[Collected data]
┏━━

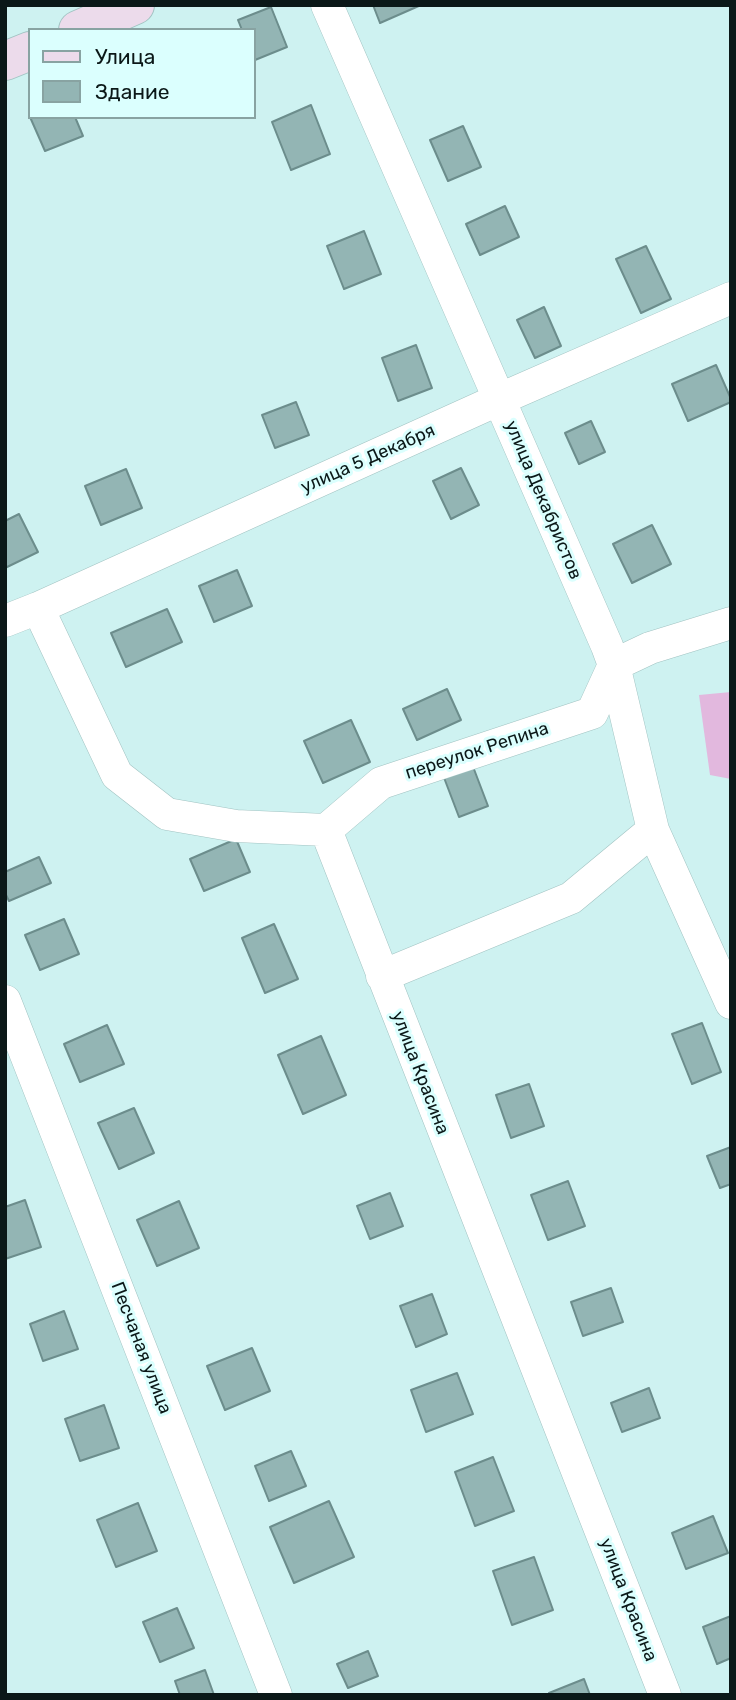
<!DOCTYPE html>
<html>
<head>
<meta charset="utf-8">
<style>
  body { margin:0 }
  #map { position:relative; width:736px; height:1700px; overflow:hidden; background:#cef2f1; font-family:Rubik,sans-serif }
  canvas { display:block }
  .frame { position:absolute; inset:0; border:7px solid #0b1818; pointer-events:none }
  .legend { position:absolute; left:28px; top:28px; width:228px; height:91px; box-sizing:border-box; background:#dbfffe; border:2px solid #88a3a2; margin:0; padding:9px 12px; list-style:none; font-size:21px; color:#0b1818 }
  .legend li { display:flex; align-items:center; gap:14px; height:35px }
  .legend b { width:35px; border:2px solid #88a3a2 }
</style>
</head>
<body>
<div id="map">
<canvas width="736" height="1700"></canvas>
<div class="frame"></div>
<ul class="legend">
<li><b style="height:9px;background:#ecdbeb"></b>Улица</li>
<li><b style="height:19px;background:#93b5b4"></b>Здание</li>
</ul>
</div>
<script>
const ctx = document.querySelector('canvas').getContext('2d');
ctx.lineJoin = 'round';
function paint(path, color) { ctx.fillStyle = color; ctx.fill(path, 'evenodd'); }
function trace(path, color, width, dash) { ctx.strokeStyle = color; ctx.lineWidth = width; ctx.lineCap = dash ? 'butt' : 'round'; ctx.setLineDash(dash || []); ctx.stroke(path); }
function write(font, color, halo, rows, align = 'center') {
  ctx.font = font + ' Rubik,sans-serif'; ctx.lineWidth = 6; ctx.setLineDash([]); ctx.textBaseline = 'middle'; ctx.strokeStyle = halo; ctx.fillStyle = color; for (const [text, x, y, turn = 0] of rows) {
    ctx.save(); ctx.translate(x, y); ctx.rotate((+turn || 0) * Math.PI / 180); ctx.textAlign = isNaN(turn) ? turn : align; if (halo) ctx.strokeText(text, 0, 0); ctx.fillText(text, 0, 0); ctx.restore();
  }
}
const green = new Path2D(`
  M731 692V779L710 775 699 695Z`);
const building = new Path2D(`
  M373 5H421L380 23Z
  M271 7 287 47 255 60 254 30H242L238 20Z
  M311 105 330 154 291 170 272 122Z
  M30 117H75L83 136 45 151Z
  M463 126 481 167 448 181 430 140Z
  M505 206 519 237 480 255 466 224Z
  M364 231 381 274 344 289 327 246Z
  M646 246 671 299 641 313 616 259Z
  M544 307 561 346 535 358 517 320Z
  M416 345 432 388 398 401 382 358Z
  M716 365 731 399V402L688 421 672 384Z
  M296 402 309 435 275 448 262 415Z
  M591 421 605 452 579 464 565 433Z
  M461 468 479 505 451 519 433 481Z
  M126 469 142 508 101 525 85 486Z
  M19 514 38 552 5 568V521Z
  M652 525 671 564 632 583 613 544Z
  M237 570 252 606 214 622 199 586Z
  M167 609 182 642 126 667 111 633Z
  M447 689 461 720 417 740 403 709Z
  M351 720 370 762 323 783 304 741Z
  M472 764 488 806 459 817 443 775Z
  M236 839 250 872 204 891 190 859Z
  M39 857 51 883 9 901 5 893V872Z
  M64 919 79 954 40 970 25 935Z
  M274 924 298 979 265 993 242 938Z
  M702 1023 721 1072 692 1084 672 1034Z
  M107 1025 124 1064 80 1082 64 1044Z
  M321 1036 346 1095 303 1114 278 1055Z
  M529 1084 544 1126 511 1138 496 1095Z
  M134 1108 154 1153 119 1169 98 1123Z
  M731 1147V1184L720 1188 707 1156Z
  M568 1181 585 1226 548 1240 531 1195Z
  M390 1193 403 1226 370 1239 357 1206Z
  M25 1200 41 1247 5 1259V1207Z
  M179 1201 199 1248 157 1266 137 1220Z
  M611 1288 623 1322 583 1336 571 1302Z
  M432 1294 447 1334 416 1347 400 1306Z
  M64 1311 78 1349 43 1361 30 1324Z
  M252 1348 270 1391 225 1410 207 1366Z
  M457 1373 473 1414 426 1432 411 1390Z
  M649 1388 660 1418 622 1432 611 1403Z
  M104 1405 119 1448 80 1461 65 1419Z
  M291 1451 306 1486 269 1501 255 1466Z
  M493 1457 514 1511 475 1526 455 1472Z
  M329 1501 354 1557 294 1583 270 1527Z
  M138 1503 157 1551 116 1567 97 1520Z
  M713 1516 728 1553 686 1569 672 1533Z
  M534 1557 553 1610 512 1625 493 1571Z
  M177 1608 194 1648 160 1662 143 1622Z
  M731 1616V1658L717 1664 703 1627Z
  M368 1651 378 1676 348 1688 337 1664Z
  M205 1670 214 1695H180L175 1681Z
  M584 1679 590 1695H550L549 1693Z`);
const minor = new Path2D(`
  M327 5 607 646 614 665 653 830 731 1003
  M38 608 117 775 167 814 236 826 326 830 665 1695
  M5 621 38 608 500 399 731 298
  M326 830 381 783 592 713 614 665 650 648 731 623
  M382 976 571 898 653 830
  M5 1001 276 1695`);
const secondary = new Path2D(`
  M78 30 135 5
  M5 61 30 51`);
const streetNames = [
  ["улица 5 Декабря",368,459,-24],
  ["улица Декабристов",543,500,67],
  ["переулок Репина",477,751,-18],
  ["улица Красина",420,1073,69],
  ["Песчаная улица",141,1348,69],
  ["улица Красина",628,1600,69]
];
paint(green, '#e2b8de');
paint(building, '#93b5b4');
trace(building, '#6c8d8c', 2);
trace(minor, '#a1c3c2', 33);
trace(secondary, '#a1c3c2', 40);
trace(minor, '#fff', 32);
trace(secondary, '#ecdbeb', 38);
write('18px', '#0b1818', '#dbfffe', streetNames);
</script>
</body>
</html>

┗━━

WHAT THE TASK REQUIRES: Starting with the first line of the records above and stopping after the line containing "function trace(path, color, width, dash)", repeat every line exactly and leave out the pictures.

ANSWER TO THIS EXERCISE:
<!DOCTYPE html>
<html>
<head>
<meta charset="utf-8">
<style>
  body { margin:0 }
  #map { position:relative; width:736px; height:1700px; overflow:hidden; background:#cef2f1; font-family:Rubik,sans-serif }
  canvas { display:block }
  .frame { position:absolute; inset:0; border:7px solid #0b1818; pointer-events:none }
  .legend { position:absolute; left:28px; top:28px; width:228px; height:91px; box-sizing:border-box; background:#dbfffe; border:2px solid #88a3a2; margin:0; padding:9px 12px; list-style:none; font-size:21px; color:#0b1818 }
  .legend li { display:flex; align-items:center; gap:14px; height:35px }
  .legend b { width:35px; border:2px solid #88a3a2 }
</style>
</head>
<body>
<div id="map">
<canvas width="736" height="1700"></canvas>
<div class="frame"></div>
<ul class="legend">
<li><b style="height:9px;background:#ecdbeb"></b>Улица</li>
<li><b style="height:19px;background:#93b5b4"></b>Здание</li>
</ul>
</div>
<script>
const ctx = document.querySelector('canvas').getContext('2d');
ctx.lineJoin = 'round';
function paint(path, color) { ctx.fillStyle = color; ctx.fill(path, 'evenodd'); }
function trace(path, color, width, dash) { ctx.strokeStyle = color; ctx.lineWidth = width; ctx.lineCap = dash ? 'butt' : 'round'; ctx.setLineDash(dash || []); ctx.stroke(path); }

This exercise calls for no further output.